Kinder- und Jugendhilfe ist Bundessache

16.09.2004: Das Kinder- und Jugendhilfegesetz muss Bundesgesetz bleiben!

"Gleiche Chancen für Kinder und Jugendliche überall in Deutschland sind nicht billig zu haben," betont Veit Dieterich, Bundesvorsitzender der SJD - Die Falken. "Nur ein Bundesgesetz kann verhindern, dass Länder und Kommunen bei den Schwächsten sparen."

Die Sozialistische Jugend Deutschlands - Die Falken schließt sich deshalb den Protesten des Deutschen Bundesjugendrings und weiterer Organisationen an, die sich mit der Kampagne "Stopp!" dafür einsetzen, dass das Kinder- und Jugendhilfegesetz Bundesgesetz bleibt.

Diskussion in der Föderalismuskommission

Der Hintergrund: In der "Kommission von Bundestag und Bundesrat zur Modernisierung der bundesstaatlichen Ordnung" (Föderalismuskommission) droht bei der Diskussion um die Kompetenzverteilung zwischen Bund und Ländern ein Ersetzen des KJHGs durch Ländergesetze. Die Initiative geht von den Ländern Bayern und NRW aus, die die Kommunen finanziell entlasten wollen. Es droht die Reduzierung von Aufgaben der Jugendhilfe.

Das KJHG funktioniert

Das Kinder- und Jugendhilfegesetz ist auf Bundesebene verankert, um Kindern und Jugendlichen überall im Land gleiche Entwicklungs- und Bildungschancen zu sichern.

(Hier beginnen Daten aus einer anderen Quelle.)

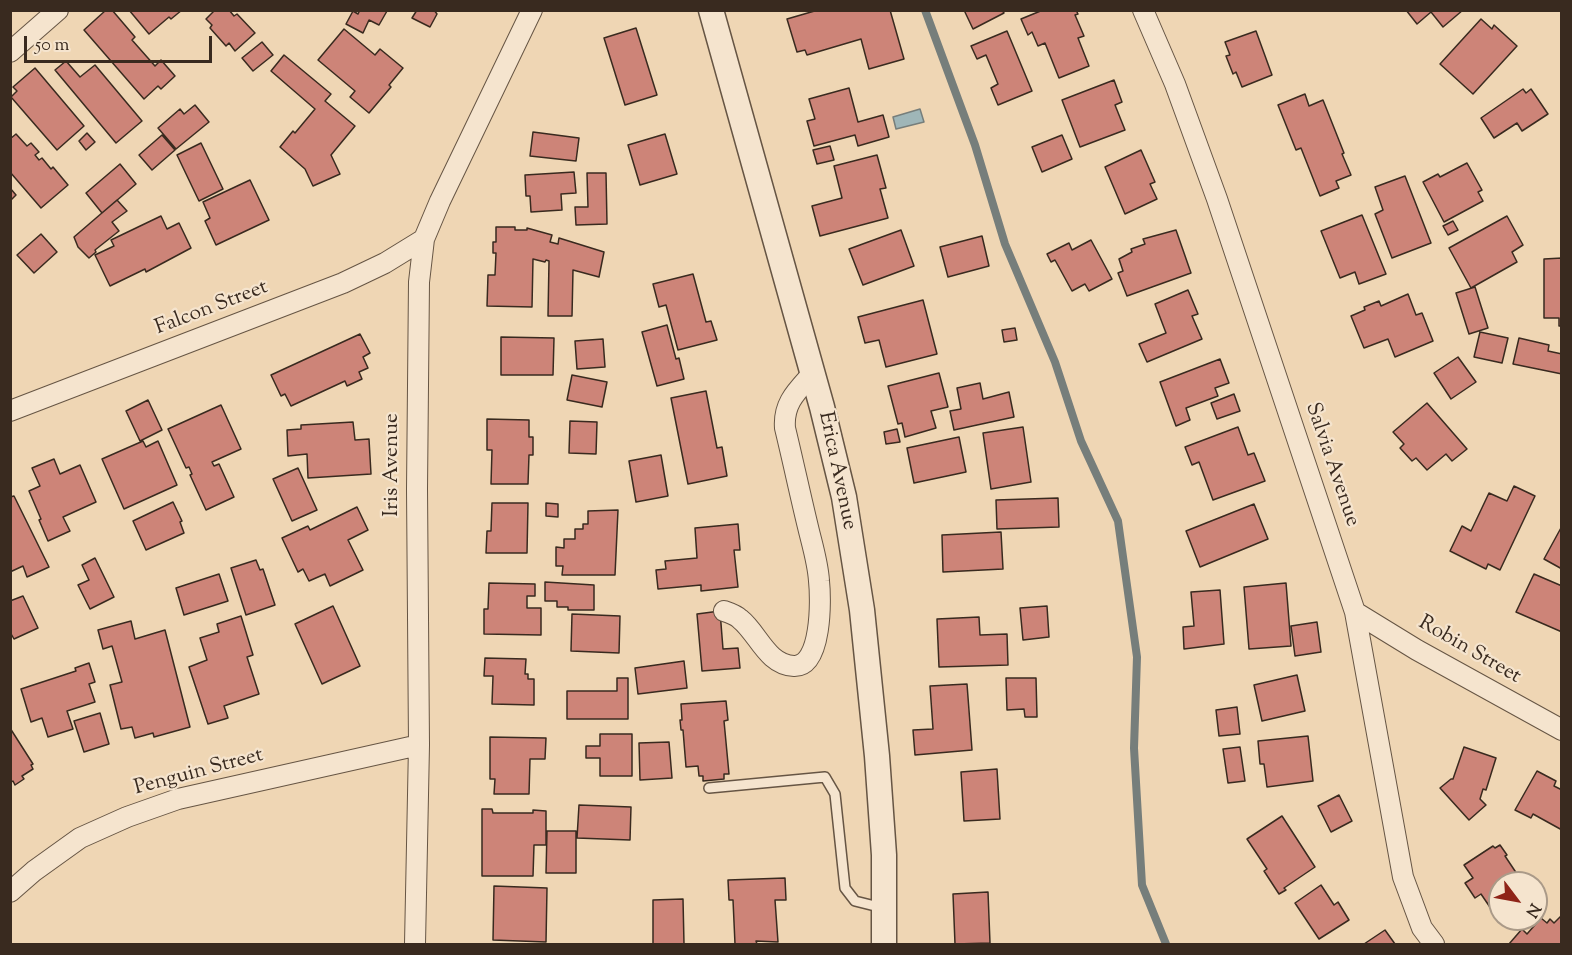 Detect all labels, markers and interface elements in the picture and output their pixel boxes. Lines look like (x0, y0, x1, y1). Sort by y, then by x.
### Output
scale bar (27, 24, 214, 62)
text: 50 m (35, 33, 69, 59)
street label: Falcon Street (152, 276, 272, 342)
street label: Salvia Avenue (1298, 400, 1364, 530)
street label: Erica Avenue (811, 410, 861, 532)
street label: Iris Avenue (380, 413, 406, 517)
street label: Robin Street (1413, 612, 1525, 690)
street label: Penguin Street (132, 744, 266, 802)
north arrow (1488, 871, 1548, 931)
text: N (1519, 898, 1545, 921) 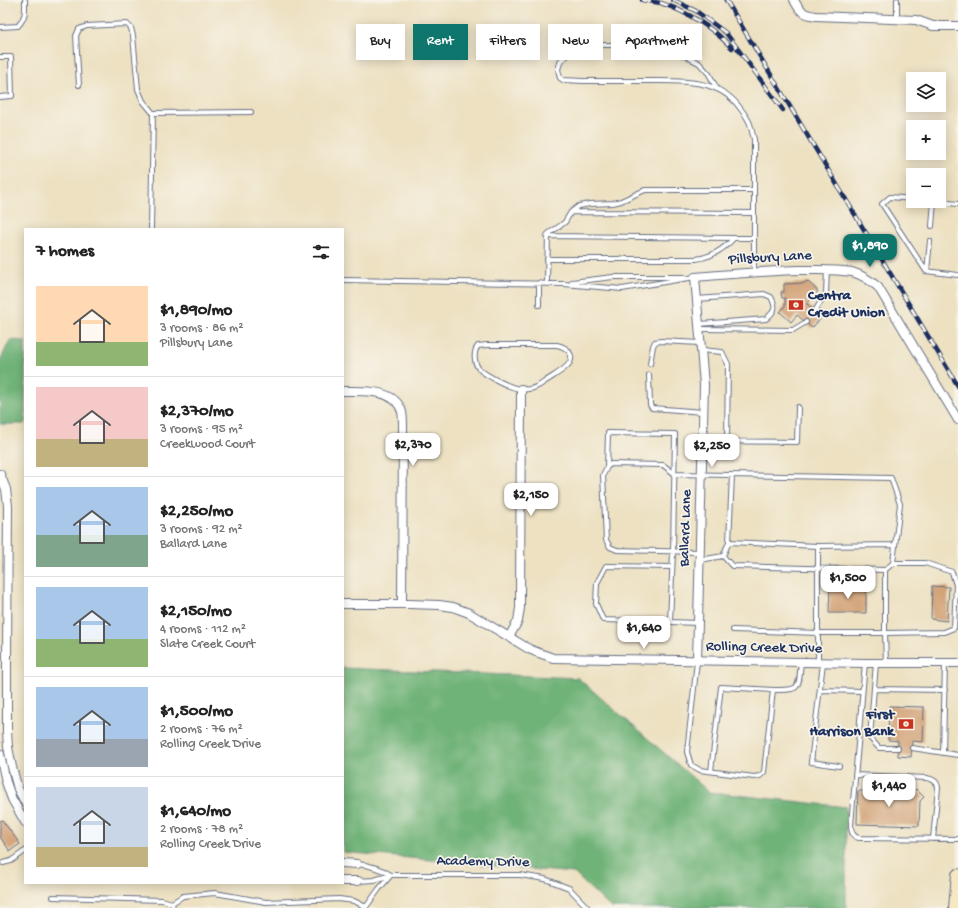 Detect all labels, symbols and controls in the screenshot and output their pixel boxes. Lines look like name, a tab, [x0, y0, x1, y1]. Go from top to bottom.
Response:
chip: Buy	[356, 24, 405, 60]
chip: Rent	[413, 24, 468, 60]
chip: Filters	[476, 24, 540, 60]
chip: New	[548, 24, 603, 60]
chip: Apartment	[611, 24, 702, 60]
map controls	[906, 72, 946, 208]
button: layers	[906, 72, 946, 112]
button: +	[906, 120, 946, 160]
button: −	[906, 168, 946, 208]
pin: $1,890	[837, 234, 903, 268]
text: $1,890	[852, 239, 888, 254]
icon: filters	[310, 241, 332, 263]
text: 7 homes	[36, 242, 94, 262]
street label: Pillsbury Lane	[727, 247, 812, 269]
place label: Centra Credit Union	[807, 287, 886, 322]
bank icon: Centra Credit Union	[787, 296, 805, 314]
text: $1,890/mo	[160, 301, 232, 321]
icon: home	[68, 302, 116, 350]
text: 3 rooms · 86 m²	[160, 321, 243, 336]
text: Pillsbury Lane	[160, 336, 232, 351]
text: $2,370/mo	[160, 402, 234, 422]
icon: home	[68, 403, 116, 451]
text: 3 rooms · 95 m²	[160, 422, 243, 437]
pin: $2,370	[380, 433, 446, 467]
pin: $2,250	[679, 434, 745, 468]
text: Creekwood Court	[160, 437, 255, 452]
text: $2,370	[394, 438, 432, 453]
text: $2,250	[694, 439, 730, 454]
pin: $2,150	[498, 483, 564, 517]
text: $2,150	[513, 488, 549, 503]
street label: Ballard Lane	[676, 489, 696, 568]
text: $2,250/mo	[160, 502, 233, 522]
icon: home	[68, 503, 116, 551]
text: 3 rooms · 92 m²	[160, 522, 243, 537]
text: Ballard Lane	[160, 537, 227, 552]
pin: $1,500	[815, 566, 881, 600]
text: $1,500	[830, 571, 866, 586]
text: $2,150/mo	[160, 602, 232, 622]
icon: home	[68, 603, 116, 651]
pin: $1,640	[611, 616, 677, 650]
text: $1,640	[626, 621, 662, 636]
text: 4 rooms · 112 m²	[160, 622, 246, 637]
text: Slate Creek Court	[160, 637, 255, 652]
street label: Rolling Creek Drive	[706, 638, 823, 658]
text: $1,500/mo	[160, 702, 233, 722]
icon: home	[68, 703, 116, 751]
place label: First Harrison Bank	[809, 706, 896, 741]
bank icon: First Harrison Bank	[897, 715, 915, 733]
text: 2 rooms · 76 m²	[160, 722, 243, 737]
text: Rolling Creek Drive	[160, 737, 261, 752]
pin: $1,440	[856, 774, 922, 808]
text: $1,440	[872, 779, 906, 794]
text: $1,640/mo	[160, 802, 231, 822]
icon: home	[68, 803, 116, 851]
text: 2 rooms · 78 m²	[160, 822, 243, 837]
text: Rolling Creek Drive	[160, 837, 261, 852]
street label: Academy Drive	[436, 852, 530, 872]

So können Jugendliche, um neben den verschiedenen Hilfen, Unterstützungs- und Betreuungsangeboten nur einmal Beispiele aus dem Bereich der Jugendarbeit herauszugreifen, unabhängig von regionalen, sozialen, geschlechts- oder herkunftsbedingten Unterschieden

  • sich in ihrer Freizeit in einem Jugendverband engagieren und ohne Kommerz und Konsum Spaß haben und soziale Kompetenzen entwickeln,
  • (z.B.) im Jugendverband Demokratie erlernen, indem sie gemeinsam Interessen und Forderungen entwickeln und sie auf Landes-, Bundes- und Europaebene vertreten,
  • im internationalen Jugendaustausch grenzüberschreitende Kooperation und Verständigung lernen.

Das KJHG ermöglicht dies u.a. durch die Unterstützung der Bundesverbände, des internationalen Jugendaustauschs und der Arbeit in den europäischen Mitbestimmungsstrukturen (der Jugendverbände).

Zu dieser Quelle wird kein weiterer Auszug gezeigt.